I don’t want to give into fear and paranoia. I want to believe that ours is a city of kind people who would help each other, and band together. I don’t want to think that our neighbours and friends could be people with ill intentions and guns hiding away in the closets of their minds. I want this to be a safe city for my son to grow up in and I believe that it will be again.

Even with the penchant of late to deliver horrible news in a graphic, breathless fashion, I’ve been following along online with my favourite local station, where the news is updated in a careful, thoughtful manner, rather than creating ill-conceived headlines written to strike terror. I’m glad about that. I’m not trying to disparage or brush aside what happened today. A soldier with a family who loved him was gunned down. Some were injured, and many others were thrown into panic by the sound of gunfire and emergency sirens.
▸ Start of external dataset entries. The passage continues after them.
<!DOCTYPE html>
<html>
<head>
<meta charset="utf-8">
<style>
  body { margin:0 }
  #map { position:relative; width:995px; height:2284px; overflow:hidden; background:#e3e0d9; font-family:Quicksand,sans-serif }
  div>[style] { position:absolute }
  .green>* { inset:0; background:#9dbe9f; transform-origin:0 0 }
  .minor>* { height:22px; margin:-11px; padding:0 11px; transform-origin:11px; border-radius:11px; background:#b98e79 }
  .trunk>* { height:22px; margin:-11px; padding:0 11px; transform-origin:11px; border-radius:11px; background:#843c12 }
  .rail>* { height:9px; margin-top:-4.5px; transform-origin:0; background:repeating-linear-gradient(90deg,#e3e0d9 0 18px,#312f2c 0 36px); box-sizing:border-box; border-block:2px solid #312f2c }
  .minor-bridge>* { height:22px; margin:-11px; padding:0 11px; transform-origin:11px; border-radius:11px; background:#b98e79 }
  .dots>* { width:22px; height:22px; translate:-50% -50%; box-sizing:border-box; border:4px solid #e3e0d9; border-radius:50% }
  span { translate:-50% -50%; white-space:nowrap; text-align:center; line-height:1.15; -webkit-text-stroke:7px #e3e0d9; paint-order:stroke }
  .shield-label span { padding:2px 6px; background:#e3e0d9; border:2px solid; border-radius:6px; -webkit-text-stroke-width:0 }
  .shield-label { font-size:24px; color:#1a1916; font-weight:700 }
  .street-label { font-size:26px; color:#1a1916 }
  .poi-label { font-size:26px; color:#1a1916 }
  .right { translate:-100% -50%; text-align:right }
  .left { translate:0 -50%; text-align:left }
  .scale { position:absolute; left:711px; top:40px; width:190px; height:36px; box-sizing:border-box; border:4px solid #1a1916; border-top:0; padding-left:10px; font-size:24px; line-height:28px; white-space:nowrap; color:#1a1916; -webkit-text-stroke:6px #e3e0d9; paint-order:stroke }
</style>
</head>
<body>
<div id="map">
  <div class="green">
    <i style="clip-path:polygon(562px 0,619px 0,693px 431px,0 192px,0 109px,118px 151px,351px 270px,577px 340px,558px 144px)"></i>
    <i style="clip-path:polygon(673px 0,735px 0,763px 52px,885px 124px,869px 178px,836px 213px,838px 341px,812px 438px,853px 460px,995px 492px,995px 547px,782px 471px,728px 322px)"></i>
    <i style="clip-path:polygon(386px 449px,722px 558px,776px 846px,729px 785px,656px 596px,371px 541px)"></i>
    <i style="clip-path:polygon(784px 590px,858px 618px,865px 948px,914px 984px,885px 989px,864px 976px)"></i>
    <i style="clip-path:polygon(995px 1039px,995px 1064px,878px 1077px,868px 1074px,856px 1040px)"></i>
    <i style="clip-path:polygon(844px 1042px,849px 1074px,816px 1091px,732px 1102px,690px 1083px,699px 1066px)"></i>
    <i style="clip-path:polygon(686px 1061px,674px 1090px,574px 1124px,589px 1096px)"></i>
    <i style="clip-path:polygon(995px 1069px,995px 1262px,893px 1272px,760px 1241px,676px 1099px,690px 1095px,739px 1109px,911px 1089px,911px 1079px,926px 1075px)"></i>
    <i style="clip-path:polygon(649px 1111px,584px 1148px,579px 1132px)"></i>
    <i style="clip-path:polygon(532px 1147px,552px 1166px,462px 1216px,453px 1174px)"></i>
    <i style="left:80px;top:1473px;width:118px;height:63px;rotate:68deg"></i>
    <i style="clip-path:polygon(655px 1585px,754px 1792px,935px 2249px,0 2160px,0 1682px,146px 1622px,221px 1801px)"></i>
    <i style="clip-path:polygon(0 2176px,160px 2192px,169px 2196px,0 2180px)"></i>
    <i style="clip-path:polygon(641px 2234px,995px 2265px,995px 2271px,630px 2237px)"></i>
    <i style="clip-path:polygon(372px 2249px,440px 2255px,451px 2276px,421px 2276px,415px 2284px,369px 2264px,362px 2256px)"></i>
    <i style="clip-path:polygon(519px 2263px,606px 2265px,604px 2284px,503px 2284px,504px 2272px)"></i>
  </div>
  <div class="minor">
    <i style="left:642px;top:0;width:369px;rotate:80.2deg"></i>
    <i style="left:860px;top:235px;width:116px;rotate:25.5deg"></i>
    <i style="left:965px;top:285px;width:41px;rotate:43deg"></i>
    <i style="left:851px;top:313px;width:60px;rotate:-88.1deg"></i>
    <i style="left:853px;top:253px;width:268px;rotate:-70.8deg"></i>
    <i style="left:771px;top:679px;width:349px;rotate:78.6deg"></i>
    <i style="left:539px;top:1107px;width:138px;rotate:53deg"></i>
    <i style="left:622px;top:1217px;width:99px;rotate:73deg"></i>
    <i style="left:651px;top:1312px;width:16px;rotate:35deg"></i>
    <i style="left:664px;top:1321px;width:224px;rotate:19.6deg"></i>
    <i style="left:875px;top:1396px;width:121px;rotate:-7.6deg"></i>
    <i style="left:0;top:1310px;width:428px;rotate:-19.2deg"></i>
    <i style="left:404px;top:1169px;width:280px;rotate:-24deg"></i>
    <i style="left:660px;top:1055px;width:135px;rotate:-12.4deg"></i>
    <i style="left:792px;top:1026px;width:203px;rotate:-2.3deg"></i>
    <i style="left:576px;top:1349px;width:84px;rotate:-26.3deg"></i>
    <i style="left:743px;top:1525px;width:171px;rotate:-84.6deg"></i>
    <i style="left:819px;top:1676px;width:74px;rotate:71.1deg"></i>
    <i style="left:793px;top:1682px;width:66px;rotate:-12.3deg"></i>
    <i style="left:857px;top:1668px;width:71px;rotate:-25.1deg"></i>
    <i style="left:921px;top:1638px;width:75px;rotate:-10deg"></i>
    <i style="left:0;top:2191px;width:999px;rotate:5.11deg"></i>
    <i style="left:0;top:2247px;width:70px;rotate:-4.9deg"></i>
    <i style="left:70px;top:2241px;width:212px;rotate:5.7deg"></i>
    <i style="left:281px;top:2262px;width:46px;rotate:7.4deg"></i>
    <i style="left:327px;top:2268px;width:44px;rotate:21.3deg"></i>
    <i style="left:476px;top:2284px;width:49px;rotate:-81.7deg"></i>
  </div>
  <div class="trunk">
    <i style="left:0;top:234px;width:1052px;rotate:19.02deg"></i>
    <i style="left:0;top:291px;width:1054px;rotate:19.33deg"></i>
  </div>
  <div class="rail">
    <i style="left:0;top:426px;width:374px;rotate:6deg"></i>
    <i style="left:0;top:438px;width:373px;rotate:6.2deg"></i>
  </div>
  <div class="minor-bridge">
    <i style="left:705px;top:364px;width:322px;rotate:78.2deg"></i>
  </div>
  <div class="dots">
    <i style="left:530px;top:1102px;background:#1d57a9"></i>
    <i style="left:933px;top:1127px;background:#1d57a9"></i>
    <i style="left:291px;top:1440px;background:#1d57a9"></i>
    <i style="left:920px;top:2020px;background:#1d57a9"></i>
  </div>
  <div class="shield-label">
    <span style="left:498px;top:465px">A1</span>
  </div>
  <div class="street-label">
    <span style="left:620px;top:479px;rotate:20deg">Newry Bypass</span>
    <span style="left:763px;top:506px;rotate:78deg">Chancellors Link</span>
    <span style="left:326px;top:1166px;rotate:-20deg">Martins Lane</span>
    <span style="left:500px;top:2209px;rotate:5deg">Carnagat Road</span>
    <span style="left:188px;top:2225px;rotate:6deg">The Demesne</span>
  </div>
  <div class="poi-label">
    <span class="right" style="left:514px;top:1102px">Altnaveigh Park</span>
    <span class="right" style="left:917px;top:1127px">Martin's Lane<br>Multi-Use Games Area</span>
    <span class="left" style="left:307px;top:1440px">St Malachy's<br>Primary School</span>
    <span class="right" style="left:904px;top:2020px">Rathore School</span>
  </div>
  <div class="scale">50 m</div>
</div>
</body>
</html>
This is not something we’ve seen here before and I just hope and pray it is not something we see again.An in-depth assessment or the situation, and more security measures may need to be taken, and my hope is that this is something we can do in a deliberate, intelligent manner.

After my son’s nap today, we laid down on my bed for a moment. Him still sleepy, and snuggled in close, fitting right to my body with his silky hair right under my chin. I sang a bit, and he nestled there, then looked up into my face with a funny little grin. I want this world that he will know to be a good one.

I’m gazing out the window now, quietly, watching the birds soar past. So sure of what they are doing and where they are going, uninterrupted in their path of flight. The sky is clear and blue; the trees outside still filled with specks of shifting green-yellow-red brilliance, and I breathe, feeling the remnants of uneasiness. Things are ok, and for that I am lucky.